Actually, I have a Hiniker "C" plow on my truck now, and it's the plow I'm looking to replace.

When the "C" plow works, it works great. But, I've had a lot of problems with it, and Hiniker - to this point - does not seem willing to stand behind it..... See my post about "Lemons".


----------



## snowbiter (Feb 10, 2004)

Take a good look at a western pro plus if your truck can handle
the weight.It has an optional back drag blade and the wings
that mount with one pin--nice option.Its built to withstand
commercial plowing.
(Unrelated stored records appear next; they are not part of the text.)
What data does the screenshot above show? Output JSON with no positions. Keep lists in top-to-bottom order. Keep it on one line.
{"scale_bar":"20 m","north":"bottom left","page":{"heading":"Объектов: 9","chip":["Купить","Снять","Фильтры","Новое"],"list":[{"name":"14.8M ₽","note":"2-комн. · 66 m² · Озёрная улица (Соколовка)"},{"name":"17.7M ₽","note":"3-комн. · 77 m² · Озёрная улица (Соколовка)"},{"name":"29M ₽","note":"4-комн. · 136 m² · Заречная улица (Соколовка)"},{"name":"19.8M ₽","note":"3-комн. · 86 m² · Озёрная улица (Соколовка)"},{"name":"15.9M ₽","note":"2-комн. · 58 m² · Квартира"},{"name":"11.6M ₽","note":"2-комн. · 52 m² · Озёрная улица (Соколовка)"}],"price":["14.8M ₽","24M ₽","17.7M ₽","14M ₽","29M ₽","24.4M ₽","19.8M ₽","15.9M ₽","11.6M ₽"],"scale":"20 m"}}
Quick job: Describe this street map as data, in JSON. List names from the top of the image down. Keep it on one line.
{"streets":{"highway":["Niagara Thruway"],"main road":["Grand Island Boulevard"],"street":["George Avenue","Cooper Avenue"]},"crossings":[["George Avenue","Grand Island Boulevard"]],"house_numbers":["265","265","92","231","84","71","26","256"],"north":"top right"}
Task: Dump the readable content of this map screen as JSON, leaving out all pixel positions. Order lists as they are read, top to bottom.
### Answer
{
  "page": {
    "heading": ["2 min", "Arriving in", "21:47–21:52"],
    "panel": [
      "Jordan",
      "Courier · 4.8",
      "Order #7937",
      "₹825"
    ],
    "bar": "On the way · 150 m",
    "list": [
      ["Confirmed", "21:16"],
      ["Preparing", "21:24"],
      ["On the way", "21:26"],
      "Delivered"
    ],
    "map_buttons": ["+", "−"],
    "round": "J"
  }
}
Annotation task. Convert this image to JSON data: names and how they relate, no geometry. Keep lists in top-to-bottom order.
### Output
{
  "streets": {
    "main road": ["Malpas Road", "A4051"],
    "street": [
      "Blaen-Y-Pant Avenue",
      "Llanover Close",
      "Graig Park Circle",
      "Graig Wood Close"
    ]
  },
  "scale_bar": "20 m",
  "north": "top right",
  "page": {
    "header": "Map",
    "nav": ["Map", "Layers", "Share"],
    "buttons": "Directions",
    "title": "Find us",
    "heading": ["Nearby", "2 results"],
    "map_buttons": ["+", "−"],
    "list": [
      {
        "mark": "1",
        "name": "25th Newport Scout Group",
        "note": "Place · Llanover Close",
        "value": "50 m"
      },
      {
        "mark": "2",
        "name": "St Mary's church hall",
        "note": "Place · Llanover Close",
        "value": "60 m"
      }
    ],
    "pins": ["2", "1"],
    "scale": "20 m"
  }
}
It also sits out about 9inchs further from
the front than a regular plow.


----------



## AGLawnCare (Dec 9, 2003)

sno-way is the best


----------



## The Boss (Oct 22, 2003)

> _Originally posted by AGLawnCare _
> *sno-way is the best *


Opinions vary. I'd like to have a back drag plow but I don't have enough back dragging to do to justify buying one. My Boss does just fine.


----------



## YenkoCamaro (Jan 28, 2004)

i would go for a rear plow its so quick and easy but if you don't want to spend the extra money you should buya front plow tih down pressure. ive seen tem before on the net but i don't know where i'm still looking for the site if i find it i'll tell you


*jsut plowin some snow*



---------------------------------
2003 Ford F350 diesel w/10' fisher straight
2000 Chevy 2500HD 8' Boss V
1993 mazda 6.5' front western straight blade 6.5 rear drfitbuster
1999 LS 180 skid steer w/ 10' box

for some summer fun
1985 Ford mustang GT Drag Car 351W
1989 Ford mustang GT 302
1969 Chevelle SS 396
1998 Honda 900R w/ Juice (NEED FOR SPEED BABY!)


----------



## gr84 (Jan 16, 2004)

a snoway has the down pressure system 
http://www.snowway.com


----------



## YenkoCamaro (Jan 28, 2004)

thank you very much


----------